WFD and DDF fields and DDF is included inside WFD
Data for y1 and y2 are grouped all together but can be separated if necessary
One dataset per year and per field for years > 3

In the following, when I write "process", I mean something which is producing a well identified independent set of catalogs. So the questions are:

should we process WFD and DDF independently ?
should we process each year independently, possibly with y1 and y2 grouped together ?
should we mimic LSST DRP by running independent processing for y1, y1+y2, y1+y2+y3, ... ?

wmwv commented 5 years ago

I suggest that we should

Produce separate WFD-only and a DDF data product
- The DDF-only could/should include the WFD observations in that region.
Mimic LSST DRP
- At a minimum that's y1 and y1+y2+y3.
- We could consider further mimicking the plans by processing/releasing: DR1: First 6-months of data DR2: y1 DR3: y1+y2 DR4: y1+y2+y3

boutigny commented 5 years ago

I would like to understand the rationale to have 2 distinct catalogs for DDF and WFD. Selecting DDF in a global catalog is just a cut on a ra, dec bounding box ?

johannct commented 5 years ago

I think it has to do with the fact that the DDF is being tailored to SN needs for light curve investigations, and that the resulting simulation might be sufficently discrepant with WFD that we prefer to keep them separated.

johannct commented 5 years ago

I add that there will be a few hundred visits with unrealistically good PSF, and I think it may be educative to run calexp on them, but I am not sure we want to coadd them with the rest. So I wonder whether they should also be separate.

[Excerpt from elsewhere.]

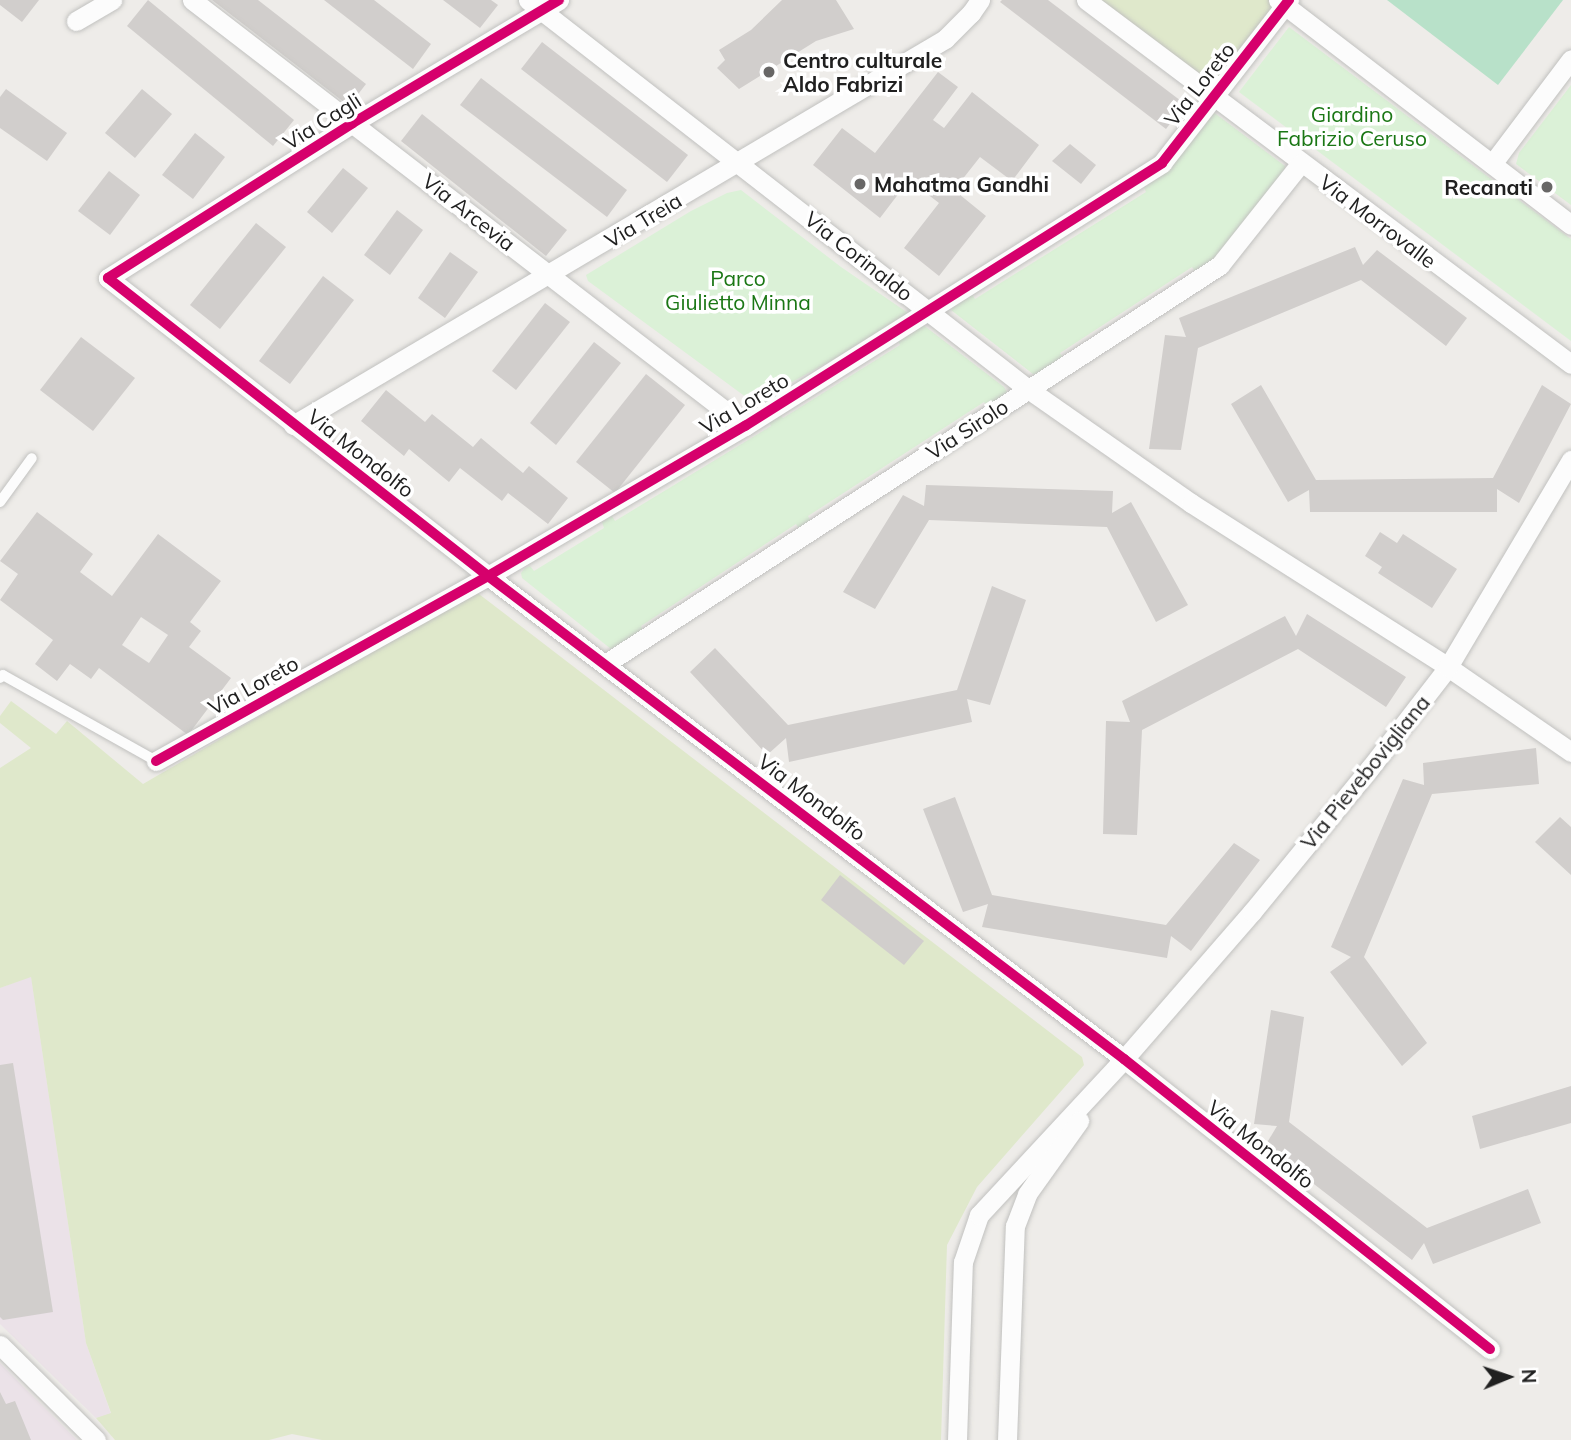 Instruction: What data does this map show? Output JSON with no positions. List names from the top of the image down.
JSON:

Comments?

johannct commented 5 years ago

By the way we need other decision takers involved in all this.... @rmandelb @katrinheitmann ?

jchiang87 commented 5 years ago

We need to make a distinction between two different kinds of "DDF" visits:

1) There are ~26,000 visits that overlap with the DDF region in the DESC version of the minion 1016 opsim db. The instance catalogs for these visits are being generated and put in /global/projecta/projectdirs/lsst/production/DC2_ImSim/Run2.1i/instCat_ddf_minion at NERSC. These instance catalogs will have the observation times and dithering offsets that were derived by Humna et al..

2) In parallel, the transient science groups have come up with an alternative observing sequence for the visits that overlap with the DDF. These visits have modified observing times and restricted dithering offsets so that the DDF region is fully contained within the FOV for these visits. There are 26,378 visits in total, and the sensors to be simulated for those "shuffled" visits will only include those that intersect the DDF region. These instance catalogs have been produced in full and are in /global/projecta/projectdirs/lsst/production/DC2_ImSim/Run2.1i/instCat_ddf_shuffled at NERSC. To avoid confusion, these instance catalogs have visit numbers starting with 2500000; minion 1016 only goes up to 2400000 or so.

For the non-DIA processing we should include the instCat_ddf_minion visits with the WFD visits and process them all together as if they were one coherent dataset, subdividing into DR1, DR2, etc. as appropriate. For all practical purposes, we can simply regard all visits that use the DESC minion 1016 pointing info as "WFD visits".

For the DIA processing, my understanding is that only the instCat_ddf_shuffled visits would be used.

boutigny commented 5 years ago

We discussed this issue during today's DM-DC2 telecon. It seems to be a good plan to process the first 6 months (WFD) as soon as possible and to deliver a first set of catalogs to the AWGs. It will allow us to go through the whole workflow and to find and fix the remaining problems. But then, we still have to decide how to proceed for the next step. I would especially like to understand if there is a scientific interest in having a separate catalog for the 1st year only or if we can simply produce y1+y2 all together.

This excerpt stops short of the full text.